The Kodak Cine Special 16mm Cameras (CKS) are a family of precision, versatile, spring-wound 16mm silent movie cameras produced by Eastman Kodak from the 1930s to the 1960s, and intended for advanced consumers and industry professionals.  While its rectangular format was typical of earlier Kodak 16 mm cameras (such as Cine-Kodak, Kodak Models B, F and K), the CKS 'box' was formed by two joined sections: the spring motor half with the user controls, winding cranks, and gear work to the shutter.  The other half was a film magazine which docked to the motor.  This allowed the cinematographer to pre-load multiple magazines of film for quick interchange of film.

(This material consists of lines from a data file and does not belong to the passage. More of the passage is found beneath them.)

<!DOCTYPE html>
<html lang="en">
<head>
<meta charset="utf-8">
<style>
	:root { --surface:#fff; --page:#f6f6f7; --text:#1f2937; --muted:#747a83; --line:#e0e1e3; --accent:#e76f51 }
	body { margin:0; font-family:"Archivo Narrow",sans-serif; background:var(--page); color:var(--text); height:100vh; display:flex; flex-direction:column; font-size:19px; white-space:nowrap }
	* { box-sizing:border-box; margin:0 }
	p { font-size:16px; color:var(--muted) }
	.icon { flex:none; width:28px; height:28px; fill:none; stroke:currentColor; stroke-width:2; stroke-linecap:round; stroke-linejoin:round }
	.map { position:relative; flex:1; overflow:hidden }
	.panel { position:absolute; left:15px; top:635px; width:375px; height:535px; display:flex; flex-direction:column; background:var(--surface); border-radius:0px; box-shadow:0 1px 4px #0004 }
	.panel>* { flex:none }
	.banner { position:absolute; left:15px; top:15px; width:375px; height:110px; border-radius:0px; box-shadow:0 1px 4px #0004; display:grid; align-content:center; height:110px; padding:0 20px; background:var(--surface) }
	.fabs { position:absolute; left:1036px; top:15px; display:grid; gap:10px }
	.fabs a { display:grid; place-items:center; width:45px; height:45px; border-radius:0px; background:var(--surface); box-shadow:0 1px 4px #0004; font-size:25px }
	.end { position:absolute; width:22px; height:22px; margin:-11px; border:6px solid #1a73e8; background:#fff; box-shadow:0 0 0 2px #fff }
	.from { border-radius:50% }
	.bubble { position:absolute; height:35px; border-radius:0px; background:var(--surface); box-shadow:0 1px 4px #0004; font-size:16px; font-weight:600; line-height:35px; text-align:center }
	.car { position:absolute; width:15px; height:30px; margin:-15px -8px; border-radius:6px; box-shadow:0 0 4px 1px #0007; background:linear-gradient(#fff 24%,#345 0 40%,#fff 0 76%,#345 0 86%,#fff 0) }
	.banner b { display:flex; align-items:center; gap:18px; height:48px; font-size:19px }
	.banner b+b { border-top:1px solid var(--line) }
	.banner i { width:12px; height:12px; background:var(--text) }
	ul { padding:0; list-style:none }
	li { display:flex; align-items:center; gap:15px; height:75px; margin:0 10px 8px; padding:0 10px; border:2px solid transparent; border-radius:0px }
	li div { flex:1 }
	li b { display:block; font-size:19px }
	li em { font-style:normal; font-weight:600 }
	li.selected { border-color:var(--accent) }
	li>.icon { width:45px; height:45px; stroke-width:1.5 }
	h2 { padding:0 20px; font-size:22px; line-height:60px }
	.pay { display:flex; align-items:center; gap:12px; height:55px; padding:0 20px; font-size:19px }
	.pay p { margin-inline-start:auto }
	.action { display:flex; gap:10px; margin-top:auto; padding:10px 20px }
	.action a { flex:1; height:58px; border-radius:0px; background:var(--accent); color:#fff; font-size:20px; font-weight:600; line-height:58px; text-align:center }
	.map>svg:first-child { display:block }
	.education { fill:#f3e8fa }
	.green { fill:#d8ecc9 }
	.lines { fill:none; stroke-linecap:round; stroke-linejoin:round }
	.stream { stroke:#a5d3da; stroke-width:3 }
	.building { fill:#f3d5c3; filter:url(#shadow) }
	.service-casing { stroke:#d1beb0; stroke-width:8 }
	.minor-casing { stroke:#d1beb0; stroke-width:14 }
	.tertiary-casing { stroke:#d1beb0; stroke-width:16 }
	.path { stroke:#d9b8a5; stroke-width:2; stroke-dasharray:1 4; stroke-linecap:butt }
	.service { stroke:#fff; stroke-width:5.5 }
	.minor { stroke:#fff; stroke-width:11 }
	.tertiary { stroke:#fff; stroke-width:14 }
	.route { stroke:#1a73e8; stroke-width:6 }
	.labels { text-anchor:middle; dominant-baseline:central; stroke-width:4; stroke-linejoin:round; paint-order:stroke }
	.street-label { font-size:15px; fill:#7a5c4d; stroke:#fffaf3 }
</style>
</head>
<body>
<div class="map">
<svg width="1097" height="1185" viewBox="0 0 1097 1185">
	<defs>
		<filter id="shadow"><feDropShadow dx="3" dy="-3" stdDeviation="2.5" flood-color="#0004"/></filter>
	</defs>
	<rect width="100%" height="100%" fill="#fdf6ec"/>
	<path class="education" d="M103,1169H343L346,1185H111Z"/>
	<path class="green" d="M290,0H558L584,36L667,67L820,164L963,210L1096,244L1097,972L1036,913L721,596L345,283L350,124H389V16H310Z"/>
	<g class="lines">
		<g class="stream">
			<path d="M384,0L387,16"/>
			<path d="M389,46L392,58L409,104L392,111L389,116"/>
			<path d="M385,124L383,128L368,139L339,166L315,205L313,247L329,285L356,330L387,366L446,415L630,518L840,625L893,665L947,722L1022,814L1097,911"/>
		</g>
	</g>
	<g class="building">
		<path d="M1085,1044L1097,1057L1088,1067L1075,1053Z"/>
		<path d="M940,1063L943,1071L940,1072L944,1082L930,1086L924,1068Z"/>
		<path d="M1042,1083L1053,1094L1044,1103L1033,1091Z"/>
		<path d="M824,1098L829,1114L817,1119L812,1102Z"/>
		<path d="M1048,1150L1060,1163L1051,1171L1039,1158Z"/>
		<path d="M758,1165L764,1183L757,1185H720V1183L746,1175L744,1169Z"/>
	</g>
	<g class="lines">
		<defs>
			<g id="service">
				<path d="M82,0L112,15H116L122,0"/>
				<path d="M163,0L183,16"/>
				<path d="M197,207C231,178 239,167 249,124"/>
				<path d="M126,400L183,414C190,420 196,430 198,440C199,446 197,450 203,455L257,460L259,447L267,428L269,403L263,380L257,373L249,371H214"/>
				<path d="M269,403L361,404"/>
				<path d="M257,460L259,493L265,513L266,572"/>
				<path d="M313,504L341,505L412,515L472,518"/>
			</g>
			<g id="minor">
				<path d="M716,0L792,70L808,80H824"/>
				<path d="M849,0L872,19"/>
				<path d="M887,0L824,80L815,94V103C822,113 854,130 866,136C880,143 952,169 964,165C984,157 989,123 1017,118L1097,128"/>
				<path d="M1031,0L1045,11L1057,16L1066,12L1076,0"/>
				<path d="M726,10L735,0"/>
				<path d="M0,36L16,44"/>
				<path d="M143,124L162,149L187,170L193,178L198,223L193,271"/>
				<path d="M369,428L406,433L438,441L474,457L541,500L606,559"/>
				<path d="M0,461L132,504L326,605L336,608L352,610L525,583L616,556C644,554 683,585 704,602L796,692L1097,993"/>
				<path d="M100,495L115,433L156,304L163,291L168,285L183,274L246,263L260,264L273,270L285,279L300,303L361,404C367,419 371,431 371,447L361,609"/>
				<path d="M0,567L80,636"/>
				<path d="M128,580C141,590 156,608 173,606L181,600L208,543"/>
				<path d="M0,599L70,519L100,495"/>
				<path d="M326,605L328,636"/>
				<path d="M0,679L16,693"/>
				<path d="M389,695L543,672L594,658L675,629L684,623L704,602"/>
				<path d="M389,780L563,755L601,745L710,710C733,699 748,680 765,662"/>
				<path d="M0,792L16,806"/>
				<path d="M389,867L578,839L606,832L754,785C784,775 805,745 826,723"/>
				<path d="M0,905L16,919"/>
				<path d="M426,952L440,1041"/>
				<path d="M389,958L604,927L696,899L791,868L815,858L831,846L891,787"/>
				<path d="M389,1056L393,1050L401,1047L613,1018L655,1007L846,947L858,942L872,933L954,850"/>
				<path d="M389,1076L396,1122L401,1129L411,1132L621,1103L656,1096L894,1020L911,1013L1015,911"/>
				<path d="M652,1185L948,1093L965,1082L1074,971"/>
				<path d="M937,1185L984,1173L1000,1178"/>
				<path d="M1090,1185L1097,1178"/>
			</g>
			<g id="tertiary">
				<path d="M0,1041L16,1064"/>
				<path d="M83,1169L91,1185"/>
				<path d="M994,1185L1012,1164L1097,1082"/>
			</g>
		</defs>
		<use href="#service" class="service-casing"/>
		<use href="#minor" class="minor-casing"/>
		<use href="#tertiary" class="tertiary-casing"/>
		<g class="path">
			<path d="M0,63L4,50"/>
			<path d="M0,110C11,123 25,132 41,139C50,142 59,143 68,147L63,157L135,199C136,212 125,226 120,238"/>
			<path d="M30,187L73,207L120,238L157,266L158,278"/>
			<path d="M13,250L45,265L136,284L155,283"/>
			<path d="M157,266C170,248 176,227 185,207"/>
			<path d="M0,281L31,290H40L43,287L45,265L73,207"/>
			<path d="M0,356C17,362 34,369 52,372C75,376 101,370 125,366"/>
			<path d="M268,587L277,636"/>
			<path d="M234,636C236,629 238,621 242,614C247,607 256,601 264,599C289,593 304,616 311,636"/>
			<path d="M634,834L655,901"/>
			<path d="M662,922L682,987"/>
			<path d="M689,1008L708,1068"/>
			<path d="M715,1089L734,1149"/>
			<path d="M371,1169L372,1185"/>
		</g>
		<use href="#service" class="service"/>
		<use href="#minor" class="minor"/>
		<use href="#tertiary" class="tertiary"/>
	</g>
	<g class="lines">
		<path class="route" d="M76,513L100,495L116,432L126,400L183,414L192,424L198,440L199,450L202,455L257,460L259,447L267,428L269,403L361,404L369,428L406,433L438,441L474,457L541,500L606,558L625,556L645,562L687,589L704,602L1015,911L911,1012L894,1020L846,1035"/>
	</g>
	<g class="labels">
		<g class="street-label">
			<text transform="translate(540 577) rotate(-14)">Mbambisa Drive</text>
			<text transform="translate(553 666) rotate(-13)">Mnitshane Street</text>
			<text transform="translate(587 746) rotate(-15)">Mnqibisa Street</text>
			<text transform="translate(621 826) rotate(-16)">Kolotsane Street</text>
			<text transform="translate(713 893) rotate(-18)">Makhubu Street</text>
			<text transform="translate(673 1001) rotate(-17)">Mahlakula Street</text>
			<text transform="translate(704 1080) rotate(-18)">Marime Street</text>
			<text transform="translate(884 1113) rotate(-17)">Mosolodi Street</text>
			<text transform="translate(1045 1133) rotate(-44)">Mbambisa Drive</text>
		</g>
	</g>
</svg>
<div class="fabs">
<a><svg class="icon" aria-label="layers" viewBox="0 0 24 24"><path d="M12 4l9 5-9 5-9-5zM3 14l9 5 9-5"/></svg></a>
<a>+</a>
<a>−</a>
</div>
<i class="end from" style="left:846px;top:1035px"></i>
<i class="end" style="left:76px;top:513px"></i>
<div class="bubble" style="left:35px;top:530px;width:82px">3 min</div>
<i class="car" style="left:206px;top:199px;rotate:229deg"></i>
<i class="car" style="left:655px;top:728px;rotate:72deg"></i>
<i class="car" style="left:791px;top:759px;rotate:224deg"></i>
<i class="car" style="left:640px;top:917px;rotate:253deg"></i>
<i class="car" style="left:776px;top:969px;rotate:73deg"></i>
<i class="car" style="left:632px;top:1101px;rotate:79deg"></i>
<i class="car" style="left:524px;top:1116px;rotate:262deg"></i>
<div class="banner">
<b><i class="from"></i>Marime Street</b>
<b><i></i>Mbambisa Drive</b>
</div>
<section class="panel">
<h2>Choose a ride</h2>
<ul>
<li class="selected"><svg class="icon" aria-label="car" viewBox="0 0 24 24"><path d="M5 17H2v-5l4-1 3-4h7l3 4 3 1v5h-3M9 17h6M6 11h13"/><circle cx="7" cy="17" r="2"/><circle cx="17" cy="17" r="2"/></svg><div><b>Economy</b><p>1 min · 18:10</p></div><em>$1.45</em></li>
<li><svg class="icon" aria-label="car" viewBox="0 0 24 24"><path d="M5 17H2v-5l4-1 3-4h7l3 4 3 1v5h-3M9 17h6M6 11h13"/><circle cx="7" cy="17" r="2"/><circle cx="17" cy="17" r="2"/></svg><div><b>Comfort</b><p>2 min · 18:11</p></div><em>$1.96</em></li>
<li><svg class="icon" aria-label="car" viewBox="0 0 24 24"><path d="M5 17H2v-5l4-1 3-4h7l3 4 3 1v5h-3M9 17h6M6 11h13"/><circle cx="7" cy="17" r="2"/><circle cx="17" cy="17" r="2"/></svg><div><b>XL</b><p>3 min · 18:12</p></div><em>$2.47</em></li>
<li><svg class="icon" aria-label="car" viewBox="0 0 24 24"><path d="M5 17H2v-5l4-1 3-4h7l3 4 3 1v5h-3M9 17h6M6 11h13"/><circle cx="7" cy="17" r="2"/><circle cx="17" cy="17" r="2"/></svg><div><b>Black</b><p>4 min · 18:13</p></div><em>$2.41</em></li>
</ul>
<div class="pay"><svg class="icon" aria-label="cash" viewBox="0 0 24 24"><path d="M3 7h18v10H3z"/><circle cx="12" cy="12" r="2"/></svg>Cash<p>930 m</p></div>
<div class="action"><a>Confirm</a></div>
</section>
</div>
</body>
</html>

Standard features included:

 Interchangeable lenses
 Variable shutter creating fades and dissolves effects
 Reflex focusing
 Quick-change film magazines
 100’ film magazines
 Chime warning when the spring is almost unwound
 Slots in front of the lens in which to insert masks of various shapes
 Manual cranking shafts: 1 frame per turn and 8 frames per turn.
 Two-lens turret

Optional features included:
 Owner’s name engraved on bottom of lens turret
 200' film magazines
 Motor Drive
 Tripod

Models 

The first edition (CKS-1) appears in the early 1930s with a two-lens turret.  The flat (planar) shape of the turret limited the types of lenses that could be mounted - long lenses would physically and optically interfere with the taking lens.  The post-war innovation of the Cine Special II (CKS-II) beveled the turret face so the lens mounts were not parallel . Kodak also made a military version with black, non-reflective metal instead of chrome.

Lenses 

The CKS-1 turret holds 2 lenses.  Both positions secure a mounting bracket to connect to lenses.  One position is the Cine-Kodak mount, with a fixed 25mm lens.   The other position is the Kodak S-mount distinguished by an alignment pin and secured by a screw collar. The latter allows for insertion of interchangeable lenses.  The mounting brackets have tilt-up viewfinders with masks according to the focal length.

Additional Kodak lens information is on this page:  "Kodak Cine Lenses"

Filters: The CKS family was able to utilize the Kodak TriColor Filter.  A 1920s technology using special panchromatic film with a lenticular layer behind the emulsion. This filter separates and distributes the colors in a method analogous to pixels today.  KodaScope Model B 16mm projectors reconstructed the original color distribution by placing counterpart tricolor filter places over the projection lens. Further explanation is available on this page: Kodacolor (filmmaking)

Accessories (Aftermarket) 

Due to strong acceptance of the CKS in professional use a creative aftermarket of CKS extensibility grew.

 Kodacolor filter for lenses
 Matte box
 Device to automatically open and close the shutter (for fades) linked to the main spring shaft. 
 Multiple sources of Motor drives that coupled to the 1-frame per turn shaft
 A Kodak variable speed motor drive
 CECO variable speed motor drive
 CECO 24 fps synchronous motor drive
 CECO blimp for camera and motor drive
 Auricon synchronous motor drive for 24fps
 Auricon sound blimp
 Electronic shutter release control (~ 1940)
 Electronic intervalometer for time lapse photography (~ 1940)
 Animation controller and motor from J-K Camera Engineering
 Magnasync NOMAD magnetic film recorder for double-system sound coupled to the drive CKS drive shaft (~ 1960’s)

Patents 
This table identifies the patents covering CKS technologies, providing good date references.

The following table identifies lens and filter patents of the CKS Series.

Subsequent Camera History 

Following the CKS Kodak introduced the synchronous, electric drive Kodak Reflex Special with a 400' magazine.

Bach-Auricon began delivery of electric, 16mm sound cameras in the early 1940s, and these were produced through the 1970s.